Of course, the release of Berskjaldaður coincides with another pandemic that is affecting millions of people around the world. Not only is the book’s release framed by the specter of the COVID-19 pandemic, but both Gunnhildur and Einar contracted COVID-19 in the months before the book’s publication. Gunnhildur says that having the virus helped her better understand what it may have felt like to be diagnosed with HIV.
“I think people now understand the fear of catching a virus,” she says. “But we should not forget that the HIV virus in the eighties and nineties was nothing like COVID. HIV was filled with guilt, prejudice and dislike of people who only wanted to love and be loved.”
Gunnhildur says she hopes people who read their book understand the negative impact that discrimination and stigma has on people. “If you put certain groups of people aside, it not only affects their life but it affects their life choices,” she explains. “I hope people will see that if we all just get to be who we are, it makes our life easier and better. We need to make room for us all.”

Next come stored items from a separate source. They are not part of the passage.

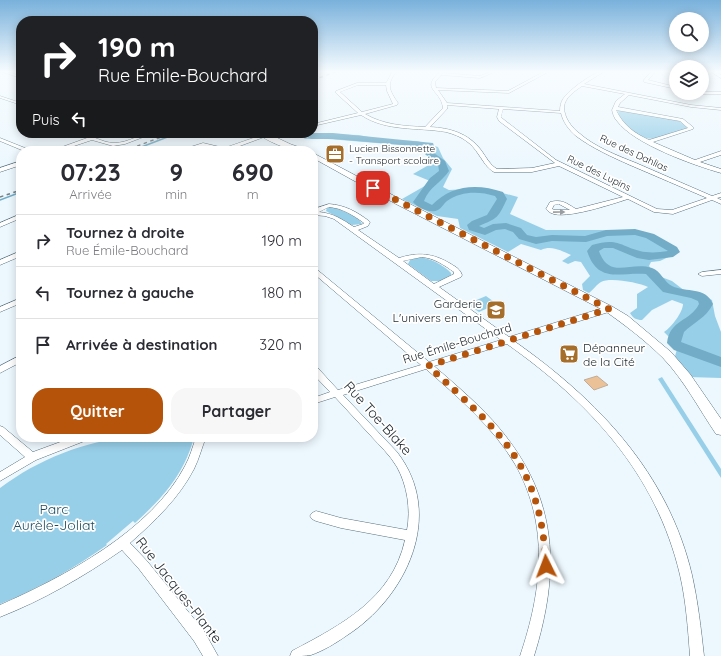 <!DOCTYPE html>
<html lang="fr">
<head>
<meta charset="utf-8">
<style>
  body { margin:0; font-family:Quicksand,sans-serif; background:#f7f7f7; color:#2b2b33; height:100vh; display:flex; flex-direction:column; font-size:15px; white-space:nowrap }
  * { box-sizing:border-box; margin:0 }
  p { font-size:13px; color:#7c7c81 }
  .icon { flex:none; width:22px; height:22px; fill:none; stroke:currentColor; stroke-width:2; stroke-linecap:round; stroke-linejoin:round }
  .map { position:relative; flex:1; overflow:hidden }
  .details { position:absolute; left:16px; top:146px; width:302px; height:296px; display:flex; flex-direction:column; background:#fff; border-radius:16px; box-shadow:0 2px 10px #0003 }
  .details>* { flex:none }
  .hud { position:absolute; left:16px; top:16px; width:302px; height:122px; border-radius:16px; box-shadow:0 2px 10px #0003; background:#202124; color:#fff; overflow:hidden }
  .controls { position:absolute; left:669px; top:12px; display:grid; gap:8px }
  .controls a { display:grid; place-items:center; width:40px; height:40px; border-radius:50%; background:#fff; box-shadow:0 2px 10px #0003; font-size:20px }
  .pin { position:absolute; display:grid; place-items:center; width:34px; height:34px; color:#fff; margin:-17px; border-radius:8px; box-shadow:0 2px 6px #0006 }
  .me { position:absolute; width:44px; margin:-22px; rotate:357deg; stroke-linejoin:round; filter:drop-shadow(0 0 3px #0008) }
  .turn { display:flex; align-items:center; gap:14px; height:84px; padding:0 16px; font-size:18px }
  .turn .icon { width:52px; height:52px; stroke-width:2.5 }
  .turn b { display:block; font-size:28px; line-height:34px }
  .then { display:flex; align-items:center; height:38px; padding:0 16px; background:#0003; gap:8px; font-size:15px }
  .eta { display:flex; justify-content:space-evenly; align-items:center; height:68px; text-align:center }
  .eta b { font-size:24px; font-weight:700; line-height:28px }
  .button { display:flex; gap:8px; margin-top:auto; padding:8px 16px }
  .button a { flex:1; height:46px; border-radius:16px; background:#b45309; color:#fff; font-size:16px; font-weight:700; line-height:46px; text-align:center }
  .button a+a { background:#f7f7f7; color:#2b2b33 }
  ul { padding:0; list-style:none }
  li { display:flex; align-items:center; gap:12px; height:52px; padding:0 16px; border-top:1px solid #e1e1e2 }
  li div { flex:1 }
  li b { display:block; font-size:15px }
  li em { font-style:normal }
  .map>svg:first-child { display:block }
</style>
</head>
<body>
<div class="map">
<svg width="721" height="656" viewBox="0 0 721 656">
  <rect width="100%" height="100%" fill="#edf8fe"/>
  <!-- green -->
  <g fill="#98cfe8">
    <path d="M621 110 679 121 688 128C678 133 657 141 646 138 639 136 632 131 627 126 623 122 619 118 618 111Z"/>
    <path d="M279 133 359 135 383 140 417 141 438 147 443 158 452 169 443 187 449 190 484 188 518 197 510 214 546 230H627C646 232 649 234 665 243 670 246 675 248 677 253L660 261 651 262 649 266 656 275 672 281 685 291 700 294 712 300 715 316 721 332V378L688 377 674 360 677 349 672 340 664 332C671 328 683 312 683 304L672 300 652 310 642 320C636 320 633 318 630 313L637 308V294L648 287C639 283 611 277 601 282 597 284 593 290 589 293L583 290 582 284 590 276 581 262 575 261 568 264 562 261 571 255C561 251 552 245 541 250L521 244 508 252 460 228 458 219 437 216 402 199 430 183V181L413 174 434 162 424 153V147L328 139H305L296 133 286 137Z"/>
    <path d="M331 207C339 209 359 216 362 224L352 225 326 211 327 208Z"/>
    <path d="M418 257C428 257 444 265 451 273V275L440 281H431L408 264 410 260Z"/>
    <polygon points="486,296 497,304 479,312 467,304"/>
    <polygon points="662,377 721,469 721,478 658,379"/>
    <path d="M132 437H190L191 441H193C182 477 163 497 135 523L133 521 106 544 107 545C73 569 38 589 0 604V488C39 459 84 441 132 437Z"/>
  </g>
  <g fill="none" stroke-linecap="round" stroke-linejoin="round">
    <!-- stream -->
    <g stroke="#72acc7" stroke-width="1.5">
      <polyline points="131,151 178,133"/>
      <polyline points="0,200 21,192"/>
    </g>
    <!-- river -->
    <path fill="#72acc7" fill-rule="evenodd" d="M298 133H333L433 143 435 149 434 153 445 161 449 171C442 182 429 187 424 201L432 205C451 185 477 183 503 192L507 199C498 218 498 218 479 226L484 228 493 224 506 223 521 228 527 235 536 237 552 235 585 236 606 230 635 229 654 234 677 247 680 252 673 257 649 260 637 258 613 248H604L599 251C609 280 630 261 652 268 661 271 664 282 672 286 687 293 705 286 713 304 706 318 694 322 684 332L681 342 721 357V367L674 350 667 343C670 319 690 322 699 304L698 301 691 298 663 292 646 274C619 272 598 284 587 251L592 245C620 236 623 249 646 252 653 253 661 252 668 251L646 238 635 235 607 236 586 242 552 241 536 244 519 239 513 232 505 229 496 230 485 235 469 230 467 225 472 221 487 215 497 199 495 196C479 191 461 191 447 201 444 203 442 208 438 210 431 214 418 208 413 202L430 178 439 171 438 164 425 154 426 147 333 139H311Z"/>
  </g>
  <!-- building -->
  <polygon fill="#ebc298" stroke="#c0ac99" points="597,376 608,385 594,390 584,380"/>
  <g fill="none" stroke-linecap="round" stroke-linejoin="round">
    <!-- minor casing -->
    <g stroke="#57707d" stroke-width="1">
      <g id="minor">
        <polygon points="0,71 5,71 21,76 21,78"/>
        <path d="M393 71H397C386 84 389 90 398 103L397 105 365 114C384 125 404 126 425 127L443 108C441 89 419 90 441 71H445L443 73 480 76 492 71H497L480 78 441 75 435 82 436 88 508 91 545 71H550L509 93 438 90 447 103 560 111C560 106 561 102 563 99 569 90 594 71 605 71L584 84 691 105 721 108V110L691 107 629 95 620 103 618 107 683 119 693 127V129L653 142 695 160 721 151V155L700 162 721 169V173C693 165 634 144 617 121 614 118 613 114 612 110L616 101 625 94 582 86C575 91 565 97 564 107 564 117 571 127 579 133 595 147 616 155 636 163 661 174 687 185 712 196L721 193V197L717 198 721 200V204L712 200 673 214 654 212 628 199C612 204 565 220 551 213 549 212 547 210 546 209L550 202C562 199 566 203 576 209L623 197 559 166 532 172H494C487 168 484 162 479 155 471 142 461 136 446 132 417 127 387 132 361 115L313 126V124L358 113 336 93V91L357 83H386ZM358 85H386L387 91 393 104 362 112 340 92ZM447 105 499 109 497 117 499 121 555 163 532 168 497 169C490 165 486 157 481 150 468 133 450 128 430 127L447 109ZM503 109 561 113C563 122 569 130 576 136 592 148 612 157 630 165 656 176 681 187 707 198L672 210 657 209 556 160 503 119 501 117ZM616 110 680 121 688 128 649 140C634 133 623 125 616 110ZM559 204 570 210H555L552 209 554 205Z"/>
        <polygon points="652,71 656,71 648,80 676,87 676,89 644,82 644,80"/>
        <polygon points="710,71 714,71 721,75 721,78"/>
        <polygon points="702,92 721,92 721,94 701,94"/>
        <polygon points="0,96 21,103 21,105 0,98"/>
        <path d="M75 133C89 133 102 143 114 143 129 143 140 133 154 133L125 144 113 146 92 140 59 151H51L87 138Z"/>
        <path d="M268 133H275L229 150 230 151C220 151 213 146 204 146 197 145 187 151 178 151L203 143 224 148Z"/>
        <polygon points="0,138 30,150 31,151 24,151 0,141"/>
        <polygon points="21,161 21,165 0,172 0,168"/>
        <path d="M329 204C345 205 357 212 369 221L370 222 368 226 358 230 399 258C418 252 433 253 451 264 456 267 460 269 462 275L461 277 439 287 509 337 606 307H612L613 309 612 311 514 341C598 400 668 473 692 575 698 602 701 629 704 656H690C688 629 686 601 680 575 656 473 589 402 507 344L434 366C457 386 481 406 500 429 559 500 560 572 534 656H520C542 591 550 526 515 464 493 427 458 397 426 369L343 395 397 452C446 515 406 598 346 636 336 643 323 651 311 655 306 656 297 656 290 656L292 651C341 625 392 599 405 540L341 528 316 521 312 519 310 516 312 513 316 511 341 518 407 530C411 509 407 485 397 467 390 455 380 446 371 436 359 423 347 410 335 397L313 404V398L330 392 313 374V365L316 366 338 390 421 365 313 273V267L315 268 429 362 501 340 334 219 325 216 313 215 314 209ZM329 207C342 208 353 215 364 223L363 224 354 227C343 220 333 213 319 212ZM422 257C434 258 444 265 454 272V274L434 284 403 261Z"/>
        <polygon points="21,214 21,218 0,227 0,223"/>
        <polygon points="21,251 21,256 0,265 0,260"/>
        <polygon points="721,270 721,274 702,276 698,274 702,272"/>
        <polygon points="21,298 21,303 0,312 0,307"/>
        <polygon points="21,355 21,362 0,373 0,366"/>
        <polygon points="0,426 3,427 33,452 74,437 89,437 87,440 36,460 0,481 0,472 25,457 0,435"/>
        <path d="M196 437H206C202 447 199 459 194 469 179 498 155 521 130 543L147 561 204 631 218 656H203L194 641 139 569 122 550C83 577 43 600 0 617V605C64 577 152 530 185 466 190 457 193 446 196 437Z"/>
      </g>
    </g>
    <!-- secondary casing -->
    <g stroke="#57707d" stroke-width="1">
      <g id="secondary">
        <path d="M257 133H267L290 144 307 150C295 154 266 141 257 133Z"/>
        <path d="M313 153 402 200 613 307 628 316 671 352 690 374 721 419V435L716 434C699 409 684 380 663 358 646 341 625 325 605 311L396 204 313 158Z"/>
      </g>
    </g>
    <!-- minor -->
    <use href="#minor" fill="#fff" fill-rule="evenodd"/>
    <!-- secondary -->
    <use href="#secondary" fill="#fff" fill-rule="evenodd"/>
    <!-- rail -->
    <g stroke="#747f85" stroke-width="1.5" stroke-dasharray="3.5 3.5" stroke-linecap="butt">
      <polyline points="313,80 338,71"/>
      <polyline points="124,151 172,133"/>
      <polyline points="0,197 21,190"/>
    </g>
  </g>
  <!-- one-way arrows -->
  <defs><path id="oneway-solid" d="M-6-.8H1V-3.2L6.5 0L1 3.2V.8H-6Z"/></defs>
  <use fill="#9a9ea1" href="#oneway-solid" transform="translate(559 212) rotate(-1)"/>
  <!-- sky -->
  <linearGradient id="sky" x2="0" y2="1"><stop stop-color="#79b1db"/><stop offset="0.44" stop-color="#f7fcff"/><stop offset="1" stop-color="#f7fcff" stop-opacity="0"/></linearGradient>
  <rect width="721" height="163" fill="url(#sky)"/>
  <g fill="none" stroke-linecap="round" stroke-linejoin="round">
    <!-- route -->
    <path stroke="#b45309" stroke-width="7" stroke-dasharray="0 12.6" d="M373 188 609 309 428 366C499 431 541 463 546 566"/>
  </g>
  <!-- icons -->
  <defs>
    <g id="office-square" transform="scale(1)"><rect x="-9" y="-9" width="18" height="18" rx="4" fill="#a66e2b" stroke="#fff"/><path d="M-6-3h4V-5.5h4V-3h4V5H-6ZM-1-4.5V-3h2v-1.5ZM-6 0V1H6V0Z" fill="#fff"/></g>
    <g id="school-square" transform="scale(1)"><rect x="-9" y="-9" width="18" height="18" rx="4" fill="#a66e2b" stroke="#fff"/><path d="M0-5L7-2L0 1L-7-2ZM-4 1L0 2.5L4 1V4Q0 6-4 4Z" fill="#fff"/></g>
    <g id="supermarket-square" transform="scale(1)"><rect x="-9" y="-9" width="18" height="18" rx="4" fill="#a66e2b" stroke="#fff"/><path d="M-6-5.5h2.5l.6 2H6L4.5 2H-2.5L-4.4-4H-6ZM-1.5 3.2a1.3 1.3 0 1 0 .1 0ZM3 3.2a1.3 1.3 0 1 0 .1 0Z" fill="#fff"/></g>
  </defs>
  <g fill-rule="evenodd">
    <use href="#office-square" x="335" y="154"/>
    <use href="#school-square" x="496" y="310"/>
    <use href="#supermarket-square" x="569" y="354"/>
  </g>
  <g text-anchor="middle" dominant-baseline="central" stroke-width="3.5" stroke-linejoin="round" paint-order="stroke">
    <!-- far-poi labels -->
    <g font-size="10" fill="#1e282e" stroke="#fff" text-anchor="start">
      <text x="349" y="148">Lucien Bissonnette<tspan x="349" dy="12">- Transport scolaire</tspan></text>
    </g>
    <!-- far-street labels -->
    <g font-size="10" fill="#1e282e" stroke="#fff">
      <text transform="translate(634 153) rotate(25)">Rue des Dahlias</text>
      <text transform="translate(599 173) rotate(26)">Rue des Lupins</text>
    </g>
    <!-- poi labels -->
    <g font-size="12" fill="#1e282e" stroke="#fff" text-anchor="end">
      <text x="482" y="303">Garderie<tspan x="482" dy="14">L'univers en moi</tspan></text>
      <text x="583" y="347" text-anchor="start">Dépanneur<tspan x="583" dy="14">de la Cité</tspan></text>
    </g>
    <!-- street labels -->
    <g font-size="12" fill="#1e282e" stroke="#fff">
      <text transform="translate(457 343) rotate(-17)">Rue Émile-Bouchard</text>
    </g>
    <!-- near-street labels -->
    <g font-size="14" fill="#1e282e" stroke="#fff">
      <text transform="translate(378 418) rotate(48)">Rue Toe-Blake</text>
      <text transform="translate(179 590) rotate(52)">Rue Jacques-Plante</text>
    </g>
    <!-- near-park labels -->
    <g font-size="14" fill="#1b4b5f" stroke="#fff">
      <text x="54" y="509">Parc<tspan x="54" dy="16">Aurèle-Joliat</tspan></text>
    </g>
  </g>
</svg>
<div class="controls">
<a><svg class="icon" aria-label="search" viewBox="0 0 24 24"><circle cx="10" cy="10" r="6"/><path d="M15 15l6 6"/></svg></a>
<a><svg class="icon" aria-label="layers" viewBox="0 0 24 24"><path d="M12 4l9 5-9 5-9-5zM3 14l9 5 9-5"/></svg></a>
</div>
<div class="pin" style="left:373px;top:188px;background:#d93025"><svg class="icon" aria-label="arrive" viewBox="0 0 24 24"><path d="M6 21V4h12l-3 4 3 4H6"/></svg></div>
<svg class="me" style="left:546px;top:566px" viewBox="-20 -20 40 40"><path d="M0-17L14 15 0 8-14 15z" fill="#b45309" stroke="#fff" stroke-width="4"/></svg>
<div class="hud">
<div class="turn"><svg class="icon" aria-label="right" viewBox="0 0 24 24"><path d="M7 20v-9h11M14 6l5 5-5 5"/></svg><div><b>190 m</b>Rue Émile-Bouchard</div></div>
<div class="then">Puis<svg class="icon" aria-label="left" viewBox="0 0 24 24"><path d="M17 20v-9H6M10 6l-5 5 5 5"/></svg></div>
</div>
<section class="details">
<div class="eta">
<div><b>07:23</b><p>Arrivée</p></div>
<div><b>9</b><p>min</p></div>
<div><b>690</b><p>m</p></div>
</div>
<ul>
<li><svg class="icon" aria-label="right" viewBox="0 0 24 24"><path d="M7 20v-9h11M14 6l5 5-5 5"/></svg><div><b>Tournez à droite</b><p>Rue Émile-Bouchard</p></div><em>190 m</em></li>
<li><svg class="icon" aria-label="left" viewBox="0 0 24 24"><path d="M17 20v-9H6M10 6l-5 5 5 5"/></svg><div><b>Tournez à gauche</b></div><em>180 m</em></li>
<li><svg class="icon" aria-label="arrive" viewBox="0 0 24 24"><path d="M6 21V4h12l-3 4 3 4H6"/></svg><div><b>Arrivée à destination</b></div><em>320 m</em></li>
</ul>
<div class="button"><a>Quitter</a><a>Partager</a></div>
</section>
</div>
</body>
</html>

“This book is about gay men in the eighties and nineties infected with HIV, the discrimination and stigma we experienced, the loneliness, and how we were treated like we were less than others,” Einar adds. “I don’t like to be a bitter old man always talking about what was done wrong in those days, but that’s the truth and people should understand that.”
Although Berskjaldaður is currently only available in Icelandic, Gunnhildur says she hopes to have it one day translated into English.